Hopes for 100,000 jobs on new indigenous site

AUSTRALIA's first indigenous jobs website will be launched by the Australian Indigenous Chamber of Commerce on Monday reports Erik Jensen in the Sydney Morning Herald of 29 August 2009.

The site, which is partnered with Andrew Forrest's Australian Employment Covenant, is expected to refresh the covenant's scheme to find 50,000 indigenous jobs after the program slipped off target this year. Initial hopes for the site are to advertise 100,000 jobs in its first year of operation.

''It's not so much discrimination, it's the competitiveness,'' the chamber's chairman, Warren Mundine, said of indigenous employment. ''Indigenous people are not as competitive as non-indigenous people. In interviews they're not promoting themselves. They're not selling themselves. It's not to say they can't do these jobs as well as anyone else - it's just the salesmanship.''

The Department of Premier and Cabinet is already advertising on the site, www.indigenous-jobsaustralia.com.au, including an ad for a program manager in the Department of Juvenile Justice with an annual salary of more than $103,000. The Commonwealth Bank, Qantas and John Holland have also indicated they will advertise through the site.

April Keys spent two years looking for work before she became involved with the Tribal Warrior, an indigenous-crewed tour boat she saw advertised on a job website.

Before that, and without a fixed address, she had been close to getting sales jobs but felt intimidated in interviews and found the questions focused on her family and whether she had a criminal record. She was treated as stupid because she had not finished school.
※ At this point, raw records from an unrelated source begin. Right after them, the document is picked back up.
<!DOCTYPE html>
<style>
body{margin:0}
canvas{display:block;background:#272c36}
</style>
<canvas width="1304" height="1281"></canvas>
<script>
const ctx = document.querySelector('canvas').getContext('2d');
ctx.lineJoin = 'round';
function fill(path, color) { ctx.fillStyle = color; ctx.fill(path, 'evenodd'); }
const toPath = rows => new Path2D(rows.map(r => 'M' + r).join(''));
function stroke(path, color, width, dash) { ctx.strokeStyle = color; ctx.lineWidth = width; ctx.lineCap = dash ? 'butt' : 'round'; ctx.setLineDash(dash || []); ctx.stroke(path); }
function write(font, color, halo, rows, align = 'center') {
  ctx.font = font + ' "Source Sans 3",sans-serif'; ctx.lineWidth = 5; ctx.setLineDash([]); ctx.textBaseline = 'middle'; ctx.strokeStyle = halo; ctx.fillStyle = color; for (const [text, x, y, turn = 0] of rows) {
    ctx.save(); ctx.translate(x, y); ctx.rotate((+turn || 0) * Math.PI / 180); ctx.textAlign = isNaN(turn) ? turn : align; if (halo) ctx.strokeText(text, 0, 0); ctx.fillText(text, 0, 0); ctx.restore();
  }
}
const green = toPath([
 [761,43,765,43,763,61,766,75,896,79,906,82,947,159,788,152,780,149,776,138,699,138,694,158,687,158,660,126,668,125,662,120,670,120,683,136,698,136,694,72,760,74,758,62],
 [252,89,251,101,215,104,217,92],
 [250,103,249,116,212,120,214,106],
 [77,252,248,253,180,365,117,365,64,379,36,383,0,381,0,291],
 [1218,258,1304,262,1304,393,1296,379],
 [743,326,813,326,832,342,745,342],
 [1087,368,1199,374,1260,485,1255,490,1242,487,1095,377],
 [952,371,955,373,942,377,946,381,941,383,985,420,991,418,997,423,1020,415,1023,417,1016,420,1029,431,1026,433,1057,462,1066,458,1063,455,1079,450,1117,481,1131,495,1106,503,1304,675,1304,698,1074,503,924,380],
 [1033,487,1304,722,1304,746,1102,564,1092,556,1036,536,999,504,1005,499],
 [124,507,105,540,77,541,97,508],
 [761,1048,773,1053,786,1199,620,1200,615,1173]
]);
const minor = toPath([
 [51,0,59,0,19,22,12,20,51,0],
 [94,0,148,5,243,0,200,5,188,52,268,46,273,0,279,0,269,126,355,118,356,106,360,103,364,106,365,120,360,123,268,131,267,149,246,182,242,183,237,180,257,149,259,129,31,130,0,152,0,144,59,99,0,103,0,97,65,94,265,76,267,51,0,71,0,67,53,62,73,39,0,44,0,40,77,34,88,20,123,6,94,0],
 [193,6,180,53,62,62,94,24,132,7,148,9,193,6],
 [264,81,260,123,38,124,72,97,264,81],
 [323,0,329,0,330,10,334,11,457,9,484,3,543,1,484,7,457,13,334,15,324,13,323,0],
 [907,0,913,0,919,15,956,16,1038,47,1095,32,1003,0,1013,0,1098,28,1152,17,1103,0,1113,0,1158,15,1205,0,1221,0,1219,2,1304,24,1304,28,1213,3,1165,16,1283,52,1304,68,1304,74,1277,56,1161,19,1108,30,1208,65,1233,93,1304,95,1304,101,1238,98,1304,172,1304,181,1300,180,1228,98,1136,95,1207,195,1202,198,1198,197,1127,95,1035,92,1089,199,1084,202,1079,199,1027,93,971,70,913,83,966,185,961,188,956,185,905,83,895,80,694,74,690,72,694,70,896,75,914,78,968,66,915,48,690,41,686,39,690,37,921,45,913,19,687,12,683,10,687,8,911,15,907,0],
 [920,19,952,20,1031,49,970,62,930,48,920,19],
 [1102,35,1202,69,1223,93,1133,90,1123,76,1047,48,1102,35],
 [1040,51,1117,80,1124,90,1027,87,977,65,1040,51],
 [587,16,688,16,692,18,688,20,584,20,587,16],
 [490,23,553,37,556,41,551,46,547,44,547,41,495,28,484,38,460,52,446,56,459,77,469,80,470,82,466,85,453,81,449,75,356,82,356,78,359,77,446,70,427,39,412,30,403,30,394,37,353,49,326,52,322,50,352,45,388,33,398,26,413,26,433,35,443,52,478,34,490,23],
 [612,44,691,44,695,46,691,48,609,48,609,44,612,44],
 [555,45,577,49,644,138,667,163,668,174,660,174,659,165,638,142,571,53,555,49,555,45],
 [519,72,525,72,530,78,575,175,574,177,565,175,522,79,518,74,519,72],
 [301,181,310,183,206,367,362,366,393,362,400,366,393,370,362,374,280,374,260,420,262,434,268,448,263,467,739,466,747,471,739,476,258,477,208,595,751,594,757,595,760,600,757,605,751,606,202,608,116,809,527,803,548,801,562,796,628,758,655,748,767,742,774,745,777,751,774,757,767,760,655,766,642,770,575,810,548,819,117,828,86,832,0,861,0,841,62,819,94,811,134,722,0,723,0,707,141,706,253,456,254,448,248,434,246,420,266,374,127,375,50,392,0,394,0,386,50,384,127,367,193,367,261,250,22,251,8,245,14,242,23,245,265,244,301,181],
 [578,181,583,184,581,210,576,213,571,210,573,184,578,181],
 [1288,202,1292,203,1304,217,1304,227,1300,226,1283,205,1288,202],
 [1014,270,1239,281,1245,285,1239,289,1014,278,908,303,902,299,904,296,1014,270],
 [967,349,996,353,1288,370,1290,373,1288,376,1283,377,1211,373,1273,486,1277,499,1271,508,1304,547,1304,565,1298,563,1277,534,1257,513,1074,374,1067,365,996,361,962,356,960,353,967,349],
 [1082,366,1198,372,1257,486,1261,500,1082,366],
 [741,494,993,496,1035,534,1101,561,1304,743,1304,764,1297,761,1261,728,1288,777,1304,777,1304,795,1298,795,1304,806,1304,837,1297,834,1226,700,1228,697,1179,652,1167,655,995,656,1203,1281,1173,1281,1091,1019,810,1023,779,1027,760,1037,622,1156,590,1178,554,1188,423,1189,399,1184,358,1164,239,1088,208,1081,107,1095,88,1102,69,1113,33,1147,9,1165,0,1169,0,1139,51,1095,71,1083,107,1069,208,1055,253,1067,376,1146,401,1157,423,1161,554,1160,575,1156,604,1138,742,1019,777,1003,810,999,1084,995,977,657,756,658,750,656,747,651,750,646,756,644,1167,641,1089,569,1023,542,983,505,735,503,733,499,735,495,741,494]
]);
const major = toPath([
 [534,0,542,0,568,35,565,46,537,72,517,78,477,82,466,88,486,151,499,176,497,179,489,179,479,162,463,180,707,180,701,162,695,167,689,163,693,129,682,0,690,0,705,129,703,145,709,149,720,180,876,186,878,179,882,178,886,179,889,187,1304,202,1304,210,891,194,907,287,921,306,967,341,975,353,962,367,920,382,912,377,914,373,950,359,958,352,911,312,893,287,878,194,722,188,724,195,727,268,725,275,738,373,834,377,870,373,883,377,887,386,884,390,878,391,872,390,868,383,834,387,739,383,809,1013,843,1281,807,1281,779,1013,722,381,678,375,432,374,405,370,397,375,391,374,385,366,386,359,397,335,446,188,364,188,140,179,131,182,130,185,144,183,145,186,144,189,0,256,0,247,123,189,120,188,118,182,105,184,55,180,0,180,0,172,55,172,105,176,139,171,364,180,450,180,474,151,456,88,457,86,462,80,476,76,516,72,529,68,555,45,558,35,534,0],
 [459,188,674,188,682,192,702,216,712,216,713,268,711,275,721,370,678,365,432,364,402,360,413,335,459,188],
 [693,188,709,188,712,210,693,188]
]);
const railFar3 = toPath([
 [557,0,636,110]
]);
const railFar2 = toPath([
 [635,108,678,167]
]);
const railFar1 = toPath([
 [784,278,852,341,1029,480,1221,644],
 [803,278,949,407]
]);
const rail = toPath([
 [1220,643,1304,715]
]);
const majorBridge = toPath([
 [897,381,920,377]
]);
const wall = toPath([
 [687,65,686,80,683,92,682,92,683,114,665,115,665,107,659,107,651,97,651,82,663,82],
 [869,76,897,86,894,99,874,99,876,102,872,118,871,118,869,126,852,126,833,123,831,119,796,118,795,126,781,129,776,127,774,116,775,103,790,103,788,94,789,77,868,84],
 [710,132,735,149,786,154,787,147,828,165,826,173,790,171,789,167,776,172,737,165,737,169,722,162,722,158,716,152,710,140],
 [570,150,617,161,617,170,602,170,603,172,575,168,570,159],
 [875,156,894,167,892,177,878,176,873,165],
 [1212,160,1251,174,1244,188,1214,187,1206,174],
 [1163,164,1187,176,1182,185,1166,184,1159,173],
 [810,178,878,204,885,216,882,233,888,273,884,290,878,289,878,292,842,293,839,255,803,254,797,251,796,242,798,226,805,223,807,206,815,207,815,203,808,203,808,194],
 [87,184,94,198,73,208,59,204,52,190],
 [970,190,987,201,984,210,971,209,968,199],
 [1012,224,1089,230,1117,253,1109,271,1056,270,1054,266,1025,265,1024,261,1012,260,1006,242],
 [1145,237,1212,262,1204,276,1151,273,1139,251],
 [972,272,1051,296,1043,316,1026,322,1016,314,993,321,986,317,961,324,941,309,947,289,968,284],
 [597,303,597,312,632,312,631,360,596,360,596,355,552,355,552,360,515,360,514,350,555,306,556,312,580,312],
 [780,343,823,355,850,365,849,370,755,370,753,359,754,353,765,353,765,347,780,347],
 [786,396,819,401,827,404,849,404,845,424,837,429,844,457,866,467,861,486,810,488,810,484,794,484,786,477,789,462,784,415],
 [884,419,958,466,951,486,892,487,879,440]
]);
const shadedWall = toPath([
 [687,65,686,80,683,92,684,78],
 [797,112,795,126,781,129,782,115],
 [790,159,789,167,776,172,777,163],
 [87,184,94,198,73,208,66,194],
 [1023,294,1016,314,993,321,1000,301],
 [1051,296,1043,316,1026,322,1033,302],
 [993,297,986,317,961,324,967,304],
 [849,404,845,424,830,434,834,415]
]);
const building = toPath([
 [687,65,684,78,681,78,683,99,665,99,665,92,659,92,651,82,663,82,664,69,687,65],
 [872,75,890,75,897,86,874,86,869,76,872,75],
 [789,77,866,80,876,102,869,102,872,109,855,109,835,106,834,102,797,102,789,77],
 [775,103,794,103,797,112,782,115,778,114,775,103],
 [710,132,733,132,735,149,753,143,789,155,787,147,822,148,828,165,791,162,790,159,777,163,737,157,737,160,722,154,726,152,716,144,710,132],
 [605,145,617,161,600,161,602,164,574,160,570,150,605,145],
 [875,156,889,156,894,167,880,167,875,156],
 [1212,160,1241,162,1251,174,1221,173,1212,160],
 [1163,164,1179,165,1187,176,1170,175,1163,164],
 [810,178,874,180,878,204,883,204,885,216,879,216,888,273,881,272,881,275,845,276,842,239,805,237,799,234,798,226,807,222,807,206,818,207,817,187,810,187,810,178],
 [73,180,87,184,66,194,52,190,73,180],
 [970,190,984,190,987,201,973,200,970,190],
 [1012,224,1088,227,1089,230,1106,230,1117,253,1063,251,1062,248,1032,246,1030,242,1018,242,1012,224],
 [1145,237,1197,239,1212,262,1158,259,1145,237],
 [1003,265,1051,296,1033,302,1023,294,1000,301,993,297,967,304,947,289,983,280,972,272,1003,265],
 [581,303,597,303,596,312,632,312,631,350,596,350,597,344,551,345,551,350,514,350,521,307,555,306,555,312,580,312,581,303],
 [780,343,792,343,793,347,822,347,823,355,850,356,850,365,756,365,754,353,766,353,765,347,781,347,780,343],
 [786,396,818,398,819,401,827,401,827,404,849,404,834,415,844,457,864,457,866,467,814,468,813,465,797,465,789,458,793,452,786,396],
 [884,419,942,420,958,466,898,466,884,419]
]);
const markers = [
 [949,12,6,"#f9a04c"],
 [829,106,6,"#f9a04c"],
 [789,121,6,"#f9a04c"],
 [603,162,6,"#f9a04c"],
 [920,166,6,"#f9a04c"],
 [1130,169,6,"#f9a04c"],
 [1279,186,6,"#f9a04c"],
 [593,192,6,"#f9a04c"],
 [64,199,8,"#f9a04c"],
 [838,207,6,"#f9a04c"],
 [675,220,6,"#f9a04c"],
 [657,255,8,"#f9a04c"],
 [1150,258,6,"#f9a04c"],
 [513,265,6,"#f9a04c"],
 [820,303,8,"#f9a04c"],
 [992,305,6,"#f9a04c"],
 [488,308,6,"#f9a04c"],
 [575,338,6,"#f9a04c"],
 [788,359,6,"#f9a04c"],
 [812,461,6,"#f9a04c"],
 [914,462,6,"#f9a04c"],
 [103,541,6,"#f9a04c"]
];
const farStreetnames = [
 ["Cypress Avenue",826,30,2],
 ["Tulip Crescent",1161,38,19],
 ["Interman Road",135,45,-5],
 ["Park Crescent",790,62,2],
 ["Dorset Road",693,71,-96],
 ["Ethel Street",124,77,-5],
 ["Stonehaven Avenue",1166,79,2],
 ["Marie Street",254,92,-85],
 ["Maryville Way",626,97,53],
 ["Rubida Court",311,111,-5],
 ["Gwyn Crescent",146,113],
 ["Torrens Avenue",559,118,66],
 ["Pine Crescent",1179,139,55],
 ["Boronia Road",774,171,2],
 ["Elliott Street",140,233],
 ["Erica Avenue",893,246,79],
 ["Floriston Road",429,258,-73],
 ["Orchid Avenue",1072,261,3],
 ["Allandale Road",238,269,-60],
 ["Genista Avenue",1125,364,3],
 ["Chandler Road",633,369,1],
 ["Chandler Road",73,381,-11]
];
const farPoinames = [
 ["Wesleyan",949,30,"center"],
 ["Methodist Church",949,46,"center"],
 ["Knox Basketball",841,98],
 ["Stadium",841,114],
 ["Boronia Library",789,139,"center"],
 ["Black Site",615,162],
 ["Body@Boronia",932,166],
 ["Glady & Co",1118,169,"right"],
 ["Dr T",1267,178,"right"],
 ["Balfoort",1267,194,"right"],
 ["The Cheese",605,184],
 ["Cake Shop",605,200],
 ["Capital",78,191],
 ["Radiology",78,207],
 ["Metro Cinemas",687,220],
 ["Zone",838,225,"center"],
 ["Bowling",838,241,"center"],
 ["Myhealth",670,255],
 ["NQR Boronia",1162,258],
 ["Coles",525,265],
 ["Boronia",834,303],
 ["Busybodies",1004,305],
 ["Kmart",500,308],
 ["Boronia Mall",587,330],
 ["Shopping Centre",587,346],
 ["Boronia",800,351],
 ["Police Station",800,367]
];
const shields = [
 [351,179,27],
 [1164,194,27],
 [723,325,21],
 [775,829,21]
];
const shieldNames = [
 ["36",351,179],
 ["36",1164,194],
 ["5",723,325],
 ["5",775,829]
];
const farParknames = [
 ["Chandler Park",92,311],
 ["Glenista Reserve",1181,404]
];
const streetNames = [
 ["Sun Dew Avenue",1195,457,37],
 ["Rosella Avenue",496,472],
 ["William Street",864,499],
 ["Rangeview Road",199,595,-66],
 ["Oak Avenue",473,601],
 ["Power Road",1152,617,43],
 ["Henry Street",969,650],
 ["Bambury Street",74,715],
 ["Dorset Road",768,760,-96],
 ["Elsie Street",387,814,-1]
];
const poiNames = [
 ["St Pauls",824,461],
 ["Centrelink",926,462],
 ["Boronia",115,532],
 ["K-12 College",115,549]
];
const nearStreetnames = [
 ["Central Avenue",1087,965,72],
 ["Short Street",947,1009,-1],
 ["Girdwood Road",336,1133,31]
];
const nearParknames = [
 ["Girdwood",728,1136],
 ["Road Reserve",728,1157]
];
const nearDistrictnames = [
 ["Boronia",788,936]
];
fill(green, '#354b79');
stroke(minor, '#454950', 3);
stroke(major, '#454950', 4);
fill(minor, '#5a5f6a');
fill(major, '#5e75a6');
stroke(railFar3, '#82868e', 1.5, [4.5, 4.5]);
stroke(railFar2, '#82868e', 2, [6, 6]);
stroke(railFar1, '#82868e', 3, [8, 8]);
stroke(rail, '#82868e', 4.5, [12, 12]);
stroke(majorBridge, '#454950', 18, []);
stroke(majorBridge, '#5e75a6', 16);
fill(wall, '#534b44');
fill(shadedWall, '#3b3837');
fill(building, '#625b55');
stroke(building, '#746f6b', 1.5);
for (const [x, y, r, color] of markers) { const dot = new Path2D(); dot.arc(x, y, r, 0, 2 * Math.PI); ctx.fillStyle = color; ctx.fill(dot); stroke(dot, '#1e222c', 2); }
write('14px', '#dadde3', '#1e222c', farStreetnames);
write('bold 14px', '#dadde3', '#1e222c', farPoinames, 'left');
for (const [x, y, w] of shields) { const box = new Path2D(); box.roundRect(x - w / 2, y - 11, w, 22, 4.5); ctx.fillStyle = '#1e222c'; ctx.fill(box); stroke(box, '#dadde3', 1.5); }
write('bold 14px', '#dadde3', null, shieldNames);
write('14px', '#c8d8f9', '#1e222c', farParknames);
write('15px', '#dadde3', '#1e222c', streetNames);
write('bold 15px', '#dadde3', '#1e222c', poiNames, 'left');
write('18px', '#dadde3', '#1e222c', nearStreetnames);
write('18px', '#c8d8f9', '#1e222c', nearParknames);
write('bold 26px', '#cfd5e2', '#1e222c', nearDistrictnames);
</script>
''I almost got a job as a post office driver,'' she said. ''Right at the very end, after the whole process, they said there was other people with more experience.''

Ms Keys has been crewing the Tribal Warrior for a year and hopes to be its first female captain. She said her search for work would have been much easier had she known the jobs advertised, like those on the AICC website, were targeted at indigenous applicants.

''It's comfortable. I'm more relaxed working there [with other indigenous people],'' she said.